Items from a dataset
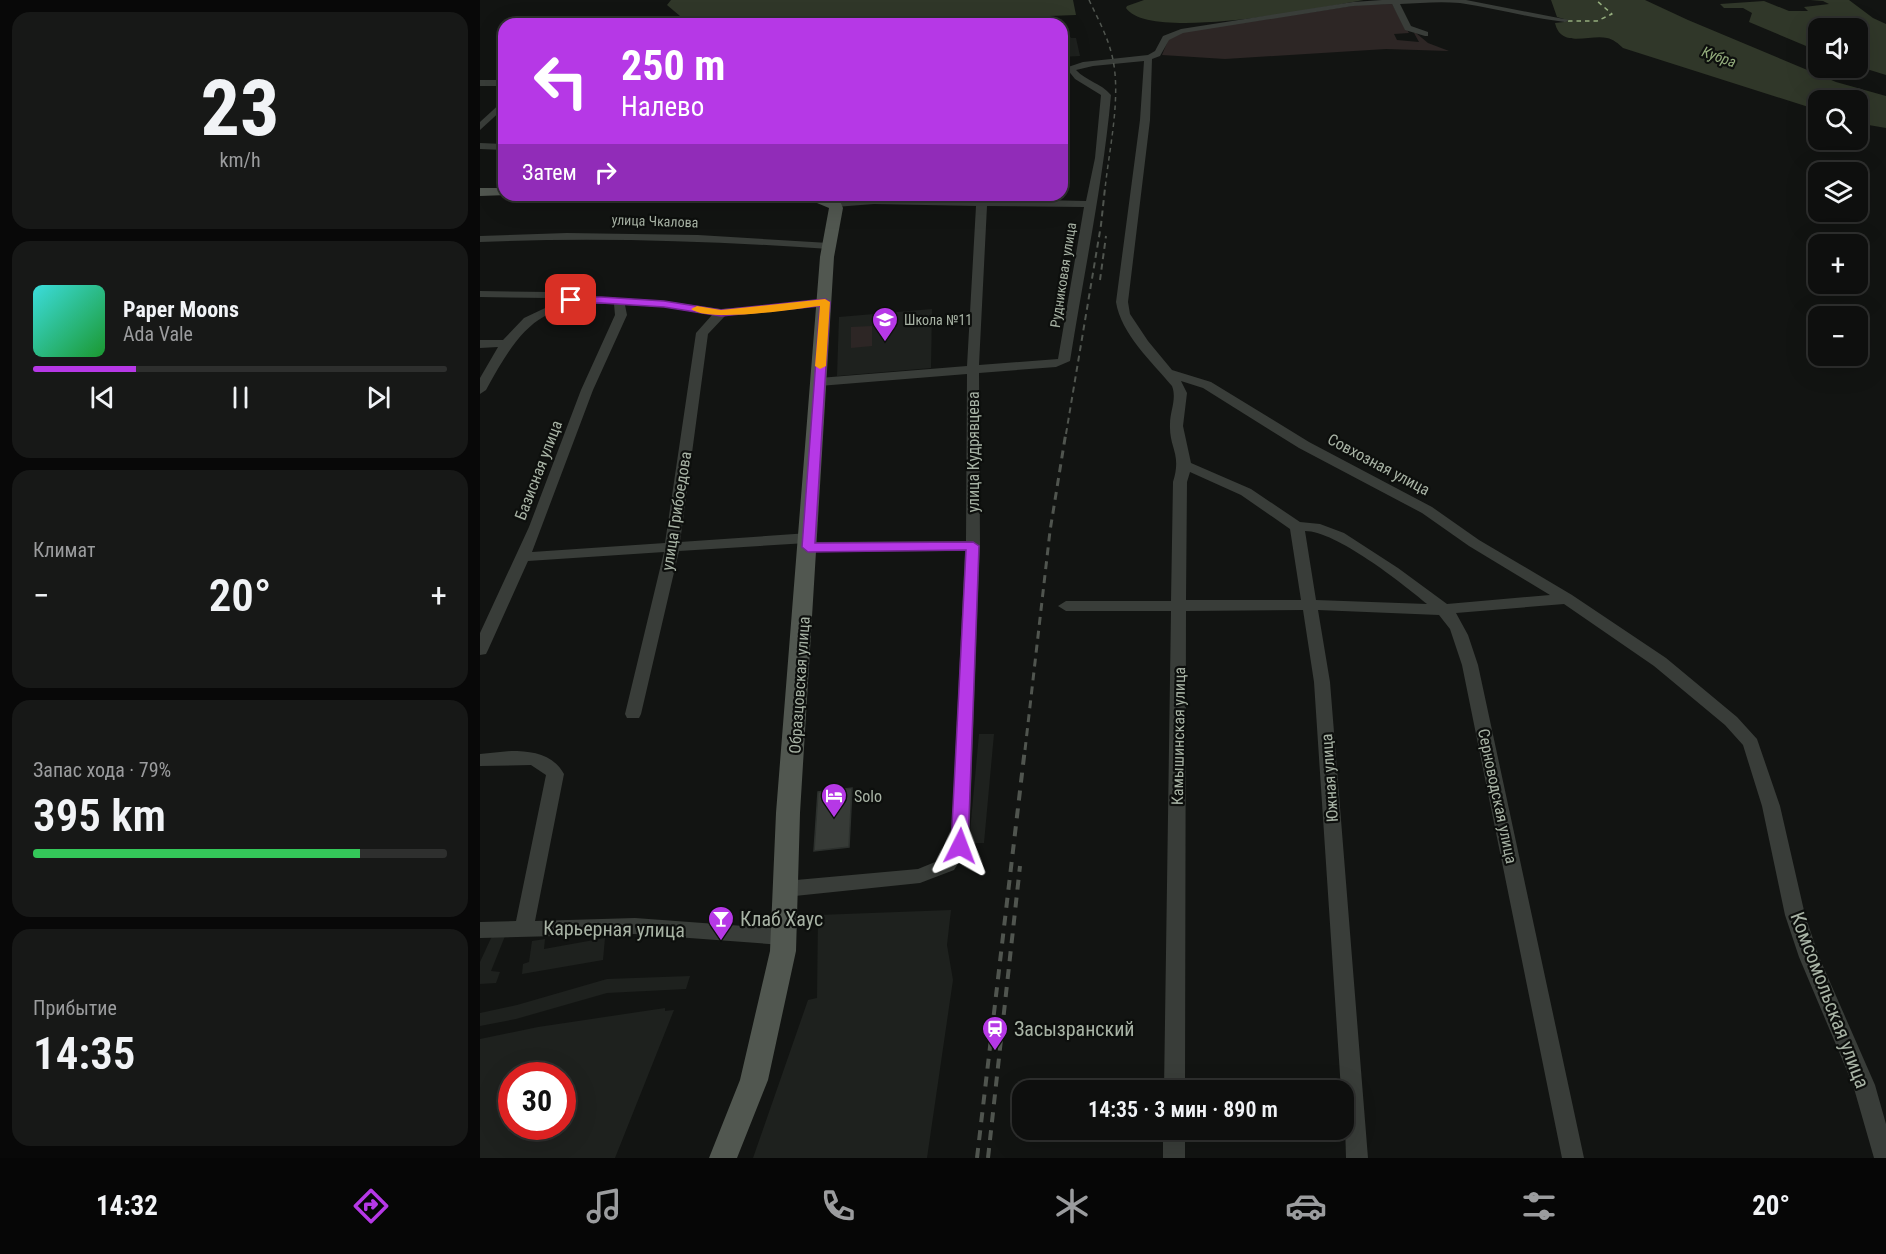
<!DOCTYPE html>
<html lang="ru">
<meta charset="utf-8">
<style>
:root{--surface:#0e0f0e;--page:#171817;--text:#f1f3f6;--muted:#9b9c9e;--line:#2e2f2e;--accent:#b638e6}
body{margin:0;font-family:"Roboto Condensed",sans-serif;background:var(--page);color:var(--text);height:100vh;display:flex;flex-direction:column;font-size:22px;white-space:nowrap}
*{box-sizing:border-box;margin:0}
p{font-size:20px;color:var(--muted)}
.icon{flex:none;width:33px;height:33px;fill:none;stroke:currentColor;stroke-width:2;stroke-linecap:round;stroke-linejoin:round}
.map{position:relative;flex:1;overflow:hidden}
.drawer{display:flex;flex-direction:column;gap:12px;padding:12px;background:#080808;width:480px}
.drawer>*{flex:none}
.banner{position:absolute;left:18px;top:18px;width:570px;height:183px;border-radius:18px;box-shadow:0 6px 24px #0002,0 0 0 2px var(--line);background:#b638e6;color:#fff;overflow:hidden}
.buttons{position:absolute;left:1328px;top:18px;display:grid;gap:12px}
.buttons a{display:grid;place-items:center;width:60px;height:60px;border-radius:12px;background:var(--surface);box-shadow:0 6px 24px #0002,0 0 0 2px var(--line);font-size:30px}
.speed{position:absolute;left:18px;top:1062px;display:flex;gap:12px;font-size:30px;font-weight:700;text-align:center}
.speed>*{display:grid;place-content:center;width:78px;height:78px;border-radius:50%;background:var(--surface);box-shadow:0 6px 24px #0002,0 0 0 2px var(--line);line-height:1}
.speed .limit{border:9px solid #d22;background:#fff;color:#111}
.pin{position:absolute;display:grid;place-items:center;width:51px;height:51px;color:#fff;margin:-26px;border-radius:12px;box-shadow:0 3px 9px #0006}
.me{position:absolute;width:66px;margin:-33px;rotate:3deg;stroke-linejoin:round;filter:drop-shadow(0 0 4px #0008)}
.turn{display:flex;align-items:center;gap:21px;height:126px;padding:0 24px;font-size:27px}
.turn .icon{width:78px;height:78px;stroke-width:2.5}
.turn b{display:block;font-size:42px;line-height:51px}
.then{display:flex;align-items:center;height:57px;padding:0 24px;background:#0003;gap:12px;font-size:22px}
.big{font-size:45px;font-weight:600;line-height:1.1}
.drawer .tile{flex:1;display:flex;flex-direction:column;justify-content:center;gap:9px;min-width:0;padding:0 21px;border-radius:18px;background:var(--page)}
.drawer .dial{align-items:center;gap:0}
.dial b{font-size:78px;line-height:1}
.song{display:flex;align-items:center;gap:18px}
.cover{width:72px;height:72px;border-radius:9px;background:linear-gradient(135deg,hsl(180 70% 55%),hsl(130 70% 35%))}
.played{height:6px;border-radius:3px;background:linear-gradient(90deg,var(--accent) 25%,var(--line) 25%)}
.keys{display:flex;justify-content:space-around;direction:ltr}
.heat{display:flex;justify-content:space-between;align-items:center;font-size:33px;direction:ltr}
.charge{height:9px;border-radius:4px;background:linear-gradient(90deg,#34c759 79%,var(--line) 0)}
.trip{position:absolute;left:532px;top:1080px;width:342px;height:60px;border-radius:18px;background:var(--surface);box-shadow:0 6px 24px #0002,0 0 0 2px var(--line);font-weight:600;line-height:60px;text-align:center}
.tabs{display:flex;height:96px;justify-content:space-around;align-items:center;background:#060606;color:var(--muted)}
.tabs .icon{width:42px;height:42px}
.tabs .current{color:var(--accent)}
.tabs b{font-size:27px;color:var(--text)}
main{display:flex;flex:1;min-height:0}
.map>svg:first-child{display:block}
</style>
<main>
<section class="drawer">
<div class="tile dial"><b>23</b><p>km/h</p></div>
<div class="tile">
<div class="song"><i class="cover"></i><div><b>Paper Moons</b><p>Ada Vale</p></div></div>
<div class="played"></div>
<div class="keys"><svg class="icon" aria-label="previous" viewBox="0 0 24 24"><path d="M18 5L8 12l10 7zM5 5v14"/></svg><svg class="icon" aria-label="pause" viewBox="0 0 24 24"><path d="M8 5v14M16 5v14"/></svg><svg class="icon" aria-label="next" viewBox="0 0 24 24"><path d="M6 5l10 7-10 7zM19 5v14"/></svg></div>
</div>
<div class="tile"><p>Климат</p>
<div class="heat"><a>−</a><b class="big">20°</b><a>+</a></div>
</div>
<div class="tile"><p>Запас хода · 79%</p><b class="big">395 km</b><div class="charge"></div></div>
<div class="tile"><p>Прибытие</p><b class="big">14:35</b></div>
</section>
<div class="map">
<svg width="1406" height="1158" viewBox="0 0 1406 1158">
<rect width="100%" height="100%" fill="#121412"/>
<g fill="#1e211e" fill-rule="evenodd">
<path d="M582,29H585L591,38H596L600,56L582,57Z"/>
<path d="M452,309L451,368L357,376L359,317Z"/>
<path d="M499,734H514L504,843H489Z"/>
<path d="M471,910L467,945L473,980L447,1158H273L328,1000L337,998L338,915Z"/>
<path d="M12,936H25L11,971L20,972L16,983L0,984V962Z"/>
<path d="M125,938L123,960L42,974L43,964L49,962L52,941L65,939L64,949Z"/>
<path d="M210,976L206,989L127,993L36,1019L0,1026V1013L37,1005L127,979Z"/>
<path d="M185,1008V1011L194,1010L135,1158H0V1039L58,1027ZM32,1076H82V1126H32Z"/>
</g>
<g fill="#2d2625">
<path d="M912,4L929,33L914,34L917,40L939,42L934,33H936L948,43L969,51L906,49L745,59L682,55L689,38L702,32L878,5Z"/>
<path d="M392,326V346L371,348V327Z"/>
</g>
<g fill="#303729">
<path d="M191,0H593L596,15L493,19L492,23L472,21L467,24H246L200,16L187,5Z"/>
<path d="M664,0H884C844,7 670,43 646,8L647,6Z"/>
<path d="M1071,0H1165L1208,20L1356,82L1406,96V128L1377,123V100H1338V110L1143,48C1139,44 1133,39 1127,38C1110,34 1081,49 1075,23L1084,22V19L1077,17Z"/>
<path d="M1330,0H1369L1393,18L1406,24V75L1377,66V28H1338V51L1269,22L1272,13L1263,8H1244L1240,4L1284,1L1309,11H1328L1324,7L1349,4L1343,1Z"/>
</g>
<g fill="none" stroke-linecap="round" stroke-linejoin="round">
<path stroke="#94ad7d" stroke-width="1.5" stroke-dasharray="4.5 4" stroke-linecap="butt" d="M1088,21H1117L1132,14L1116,0"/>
</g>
<path fill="#373b37" stroke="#2c302d" stroke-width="1.5" d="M372,788L369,847L334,851L338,792Z"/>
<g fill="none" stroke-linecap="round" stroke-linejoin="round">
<g fill="#393d39" fill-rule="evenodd">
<path d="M902,0H986L1089,20L1085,22C1049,18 1015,8 980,3C960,1 940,3 920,4L931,26L948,32V36H945L925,30L912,4L873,6L703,33L689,40L680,56L672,59L670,120L648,302L650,314L668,341L692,370L731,382L829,442L952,507L999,540L1092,595L1186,658L1257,717L1277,739L1300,806L1325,915L1339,957L1395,1085L1406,1124V1158H1394L1373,1085L1319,957L1305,915L1282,806L1263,745L1245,725L1174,666L1084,604L976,613L988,635L998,665L1104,1158H1082L982,665L970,629L959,615L838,610L850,682L888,1158H866L864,1090H861L834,682L823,610L706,611L705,1090H684L691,611H586L578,606L586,601H691L693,482C702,453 689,449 690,424C690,411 697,399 692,386C672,362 641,334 636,302L660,120L664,61L613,66L596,70C606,81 621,83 631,95C623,184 604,272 590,361L576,367L499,373L500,546L489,846L474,870L440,883L305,897L298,894L296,889L298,884L305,881L438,869L460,860L471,845L485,551L328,552L321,547L327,543L199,551L161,714L159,718H147L145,714L184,552L48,561L8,650L6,654L0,655V633L49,527L101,390L135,315L134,304C59,300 39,330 6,390L0,394V378L18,347L0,348V340H23L44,318L80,301L69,298L0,297V291L69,292L91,298L121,297L184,301L241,309L349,300V304L345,305L245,316L228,334L200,542L329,533L336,538L329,542L486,541L487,374L339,386L333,382L339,378L487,366L496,206L394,204L355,207L351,206V202L394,198L497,199V195H507V199L606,201L615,158L621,95L595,79L587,69L588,67L603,62L668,55L675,51L683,36L701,29L873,2ZM507,206L604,207L578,359L499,365ZM145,305L184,307L232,315L216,333L185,543L52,552L113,390L147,315ZM701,381L723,388L819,448L942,513L989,546L1070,595L967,604L918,568L864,533L840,524L820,522L771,489L711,463L703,426L707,393ZM710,472L761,495L810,529L821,600H706L707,482ZM825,531C856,531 922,583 947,604L836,600Z"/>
<rect x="0" y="80" width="24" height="6"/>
<path d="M24,100V108L0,130V122Z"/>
<path d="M0,143L24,144V150L0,149Z"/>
<path d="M87,233L218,235L349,243L354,246L349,249C233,241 117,237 0,242V236Z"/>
<path d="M31,751C52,751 73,754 84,774L55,921L155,918L303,929L310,931L313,937L310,943L303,945L155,934L0,938V922L36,921L66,775L51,765L0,766V754Z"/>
<rect x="683" y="1130" width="22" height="28"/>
</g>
<g fill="#515750" fill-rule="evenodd">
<path d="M0,188H24V195H28L0,196Z"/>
<path d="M202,195H338L360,201L363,208L354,257L320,813L316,951L288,1080L257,1158H229L260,1080L290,951L296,813L340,257L349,208L337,203L209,199Z"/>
</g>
<path stroke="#50554f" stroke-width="1.5" stroke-dasharray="4.5 4" stroke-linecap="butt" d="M609,0C618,19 629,39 633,60C641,99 629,150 625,189"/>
<g stroke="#50554f" stroke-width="2" stroke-dasharray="6 4.5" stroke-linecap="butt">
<path d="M620,280L626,236"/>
<path d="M586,434L621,225L625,188"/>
</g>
<path stroke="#50554f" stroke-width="3" stroke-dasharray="8 6" stroke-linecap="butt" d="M545,750L570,531L586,432"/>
<g stroke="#50554f" stroke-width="4" stroke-dasharray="10 8" stroke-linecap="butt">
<path d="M497,1158L545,748"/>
<path d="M508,1158L540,866"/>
</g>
</g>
<path fill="#b638e6" stroke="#762496" stroke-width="1.5" d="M121,297L184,301L241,310L345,299L350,302L335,543L493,542L499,546L488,846L485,851L480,853L474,851L471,846L486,550L328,552L322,547L340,306L241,316L184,307L121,303L91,304L85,300L91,297Z"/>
<path fill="#f59e0b" d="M345,299L350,302L346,366L340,369L335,366L340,306C313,309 230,323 211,309L217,306L241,310Z"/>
<defs>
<symbol id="school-pin" viewBox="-11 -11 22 30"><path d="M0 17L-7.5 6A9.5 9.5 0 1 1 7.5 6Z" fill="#b638e6" stroke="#0d0f0d"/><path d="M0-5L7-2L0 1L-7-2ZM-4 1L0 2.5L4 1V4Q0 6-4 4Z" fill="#fff"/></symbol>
<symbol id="hotel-pin" viewBox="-11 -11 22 30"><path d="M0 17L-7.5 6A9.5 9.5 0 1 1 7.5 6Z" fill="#b638e6" stroke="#0d0f0d"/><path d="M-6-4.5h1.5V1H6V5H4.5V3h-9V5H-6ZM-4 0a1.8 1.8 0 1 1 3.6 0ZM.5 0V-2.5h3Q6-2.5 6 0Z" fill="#fff"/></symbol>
<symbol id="bar-pin" viewBox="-11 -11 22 30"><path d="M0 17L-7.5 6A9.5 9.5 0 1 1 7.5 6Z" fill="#b638e6" stroke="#0d0f0d"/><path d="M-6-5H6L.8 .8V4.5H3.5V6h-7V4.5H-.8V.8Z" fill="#fff"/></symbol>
<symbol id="station-pin" viewBox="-11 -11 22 30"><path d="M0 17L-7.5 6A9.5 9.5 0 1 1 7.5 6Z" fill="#b638e6" stroke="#0d0f0d"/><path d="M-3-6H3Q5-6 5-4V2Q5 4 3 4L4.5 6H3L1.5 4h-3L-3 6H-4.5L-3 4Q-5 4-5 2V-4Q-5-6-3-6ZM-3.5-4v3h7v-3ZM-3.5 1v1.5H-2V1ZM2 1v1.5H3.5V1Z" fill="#fff"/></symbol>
</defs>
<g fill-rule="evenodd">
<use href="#school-pin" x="390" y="305" width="30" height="40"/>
<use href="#hotel-pin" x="339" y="781" width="30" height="40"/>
<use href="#bar-pin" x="226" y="904" width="30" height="40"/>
<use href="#station-pin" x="500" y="1014" width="30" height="40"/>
</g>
<g text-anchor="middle" stroke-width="4.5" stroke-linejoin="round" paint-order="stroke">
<g font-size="14" fill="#a8b3a5" stroke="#0d0f0d">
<text transform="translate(175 221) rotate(2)" y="5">улица Чкалова</text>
<text transform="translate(583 275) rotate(-81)" y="5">Рудниковая улица</text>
</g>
<g font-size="14" fill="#a8b3a5" stroke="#0d0f0d" text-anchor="start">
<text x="424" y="325">Школа №11</text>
</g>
<g font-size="15" font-style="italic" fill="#94ad7d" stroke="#0d0f0d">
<text transform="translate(1239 57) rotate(20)" y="5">Кубра</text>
</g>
<g font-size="16" fill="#a8b3a5" stroke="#0d0f0d">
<text transform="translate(493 452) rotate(-90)" y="6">улица Кудрявцева</text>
<text transform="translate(899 464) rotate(28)" y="6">Совхозная улица</text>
<text transform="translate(58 470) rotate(-69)" y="6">Базисная улица</text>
<text transform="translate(196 511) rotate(-81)" y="6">улица Грибоедова</text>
<text transform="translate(319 685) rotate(-86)" y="6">Образцовская улица</text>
<text transform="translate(698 736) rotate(-89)" y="6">Камышинская улица</text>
<text transform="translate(849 778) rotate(-94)" y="6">Южная улица</text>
<text transform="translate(1018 796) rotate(78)" y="6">Серноводская улица</text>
</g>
<g font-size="16" fill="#a8b3a5" stroke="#0d0f0d" text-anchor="start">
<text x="374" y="802">Solo</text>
</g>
<g font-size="20" fill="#a8b3a5" stroke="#0d0f0d" text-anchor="start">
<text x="260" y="926">Клаб Хаус</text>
<text x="534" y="1036">Засызранский</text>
</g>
<g font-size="20" fill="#a8b3a5" stroke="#0d0f0d">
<text transform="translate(134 929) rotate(1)" y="7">Карьерная улица</text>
<text transform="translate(1350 1000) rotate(69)" y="7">Комсомольская улица</text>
</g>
</g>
</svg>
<div class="buttons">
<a><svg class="icon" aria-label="sound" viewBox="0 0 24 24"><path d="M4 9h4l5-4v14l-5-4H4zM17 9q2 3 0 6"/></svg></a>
<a><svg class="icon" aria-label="search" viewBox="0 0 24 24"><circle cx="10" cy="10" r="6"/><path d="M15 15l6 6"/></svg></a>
<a><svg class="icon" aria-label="layers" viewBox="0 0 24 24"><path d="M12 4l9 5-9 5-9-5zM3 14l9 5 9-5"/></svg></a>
<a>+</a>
<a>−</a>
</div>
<div class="speed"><div class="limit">30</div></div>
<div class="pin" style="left:91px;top:300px;background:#d93025"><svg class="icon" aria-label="arrive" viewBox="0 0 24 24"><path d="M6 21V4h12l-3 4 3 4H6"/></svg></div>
<svg class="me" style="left:480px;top:846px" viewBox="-20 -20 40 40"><path d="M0-17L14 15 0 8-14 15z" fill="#b638e6" stroke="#fff" stroke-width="4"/></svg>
<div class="trip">14:35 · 3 мин · 890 m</div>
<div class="banner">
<div class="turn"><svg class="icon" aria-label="left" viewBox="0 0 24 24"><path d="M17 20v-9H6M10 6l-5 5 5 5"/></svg><div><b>250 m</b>Налево</div></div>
<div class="then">Затем<svg class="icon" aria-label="right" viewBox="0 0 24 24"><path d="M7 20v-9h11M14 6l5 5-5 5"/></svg></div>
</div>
</div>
</main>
<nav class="tabs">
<b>14:32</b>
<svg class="icon current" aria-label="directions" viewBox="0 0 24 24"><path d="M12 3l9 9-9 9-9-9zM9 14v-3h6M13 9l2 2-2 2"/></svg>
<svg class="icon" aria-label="music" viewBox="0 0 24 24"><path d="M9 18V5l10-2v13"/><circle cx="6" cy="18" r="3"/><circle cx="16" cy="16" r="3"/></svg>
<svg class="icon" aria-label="phone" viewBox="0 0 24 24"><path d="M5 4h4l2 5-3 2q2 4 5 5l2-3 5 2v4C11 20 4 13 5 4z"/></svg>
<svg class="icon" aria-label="climate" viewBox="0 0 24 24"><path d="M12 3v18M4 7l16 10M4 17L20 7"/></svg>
<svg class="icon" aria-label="car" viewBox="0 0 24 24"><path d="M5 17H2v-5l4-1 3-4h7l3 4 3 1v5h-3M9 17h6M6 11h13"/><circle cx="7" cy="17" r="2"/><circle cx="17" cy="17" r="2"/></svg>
<svg class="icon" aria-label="filters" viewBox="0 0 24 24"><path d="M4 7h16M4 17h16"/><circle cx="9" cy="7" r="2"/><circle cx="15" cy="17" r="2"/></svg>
<b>20°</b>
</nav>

> [THE TASK] Using the records above, please repeat the line with "<b>14:32</b>" and every line after it exactly, and give no other text.

> [YOUR RESPONSE]
<b>14:32</b>
<svg class="icon current" aria-label="directions" viewBox="0 0 24 24"><path d="M12 3l9 9-9 9-9-9zM9 14v-3h6M13 9l2 2-2 2"/></svg>
<svg class="icon" aria-label="music" viewBox="0 0 24 24"><path d="M9 18V5l10-2v13"/><circle cx="6" cy="18" r="3"/><circle cx="16" cy="16" r="3"/></svg>
<svg class="icon" aria-label="phone" viewBox="0 0 24 24"><path d="M5 4h4l2 5-3 2q2 4 5 5l2-3 5 2v4C11 20 4 13 5 4z"/></svg>
<svg class="icon" aria-label="climate" viewBox="0 0 24 24"><path d="M12 3v18M4 7l16 10M4 17L20 7"/></svg>
<svg class="icon" aria-label="car" viewBox="0 0 24 24"><path d="M5 17H2v-5l4-1 3-4h7l3 4 3 1v5h-3M9 17h6M6 11h13"/><circle cx="7" cy="17" r="2"/><circle cx="17" cy="17" r="2"/></svg>
<svg class="icon" aria-label="filters" viewBox="0 0 24 24"><path d="M4 7h16M4 17h16"/><circle cx="9" cy="7" r="2"/><circle cx="15" cy="17" r="2"/></svg>
<b>20°</b>
</nav>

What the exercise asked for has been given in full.